Aunque no lo parezca a primera vista, la cinta de Gerwig es una reconciliación entre padres e hijos. Desde nuestra inmadurez adolescente desconocemos los fantasmas por los que nuestros padres están pasando, como la angustia tras ser despedido del trabajo o una depresión que arrastran desde hace años. Por su parte, las personas que nos dieron la vida se topan de pronto con la soledad cuando observan a sus hijos salir por la puerta de casa con las maletas en la mano. Y es en este punto exacto de Lady Bird en el que resuenan de fondo ecos de Boyhood (2014).

El alter ego que Christine se creó se irá desmoronando poco a poco. Desilusión tras desilusión, descubrirá que la forma de conseguir sus objetivos no consiste en reemplazar a su mejor amiga por un grupo de chicos pijos que viven en caseríos y conducen coches de alta gama. Financiarse la matrícula universitaria pasará por fregar vasos, servir platos y sonreír a los clientes en un supermercado; trabajos que su madre le obligará a ocupar para que aprenda que lo que uno quiere, mucho le cuesta.

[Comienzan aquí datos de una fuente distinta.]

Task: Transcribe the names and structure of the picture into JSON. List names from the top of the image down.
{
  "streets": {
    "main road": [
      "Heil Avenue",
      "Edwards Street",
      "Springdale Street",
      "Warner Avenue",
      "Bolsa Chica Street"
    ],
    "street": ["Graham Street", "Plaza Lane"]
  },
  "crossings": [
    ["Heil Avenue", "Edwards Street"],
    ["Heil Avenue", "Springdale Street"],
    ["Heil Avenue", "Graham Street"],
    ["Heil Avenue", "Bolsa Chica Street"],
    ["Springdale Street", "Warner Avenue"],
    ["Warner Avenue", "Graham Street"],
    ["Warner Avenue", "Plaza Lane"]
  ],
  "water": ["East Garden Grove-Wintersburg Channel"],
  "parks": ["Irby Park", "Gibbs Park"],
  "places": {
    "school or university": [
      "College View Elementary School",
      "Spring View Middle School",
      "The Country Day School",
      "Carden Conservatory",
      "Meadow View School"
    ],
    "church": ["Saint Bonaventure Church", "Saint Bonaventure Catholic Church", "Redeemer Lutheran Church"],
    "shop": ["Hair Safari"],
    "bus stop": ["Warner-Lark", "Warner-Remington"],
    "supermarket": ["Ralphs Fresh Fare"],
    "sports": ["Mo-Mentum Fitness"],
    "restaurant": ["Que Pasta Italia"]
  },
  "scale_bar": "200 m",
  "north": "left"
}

Solo cuando Lady Bird deje de negar sus raíces y de rechazar lo que ella es, prescindirá de la identidad que está impostando. Al llegar ese momento, abrazará de nuevo a Christine, su verdadero yo. Será entonces cuando sola, en medio de una gran ciudad y pagando una gran cantidad de dinero por un piso mugriento, llamará confundida a su madre. Con ella tiene pendiente una conversación sincera y un par de disculpas. Y, como Lady Bird, todos nosotros también.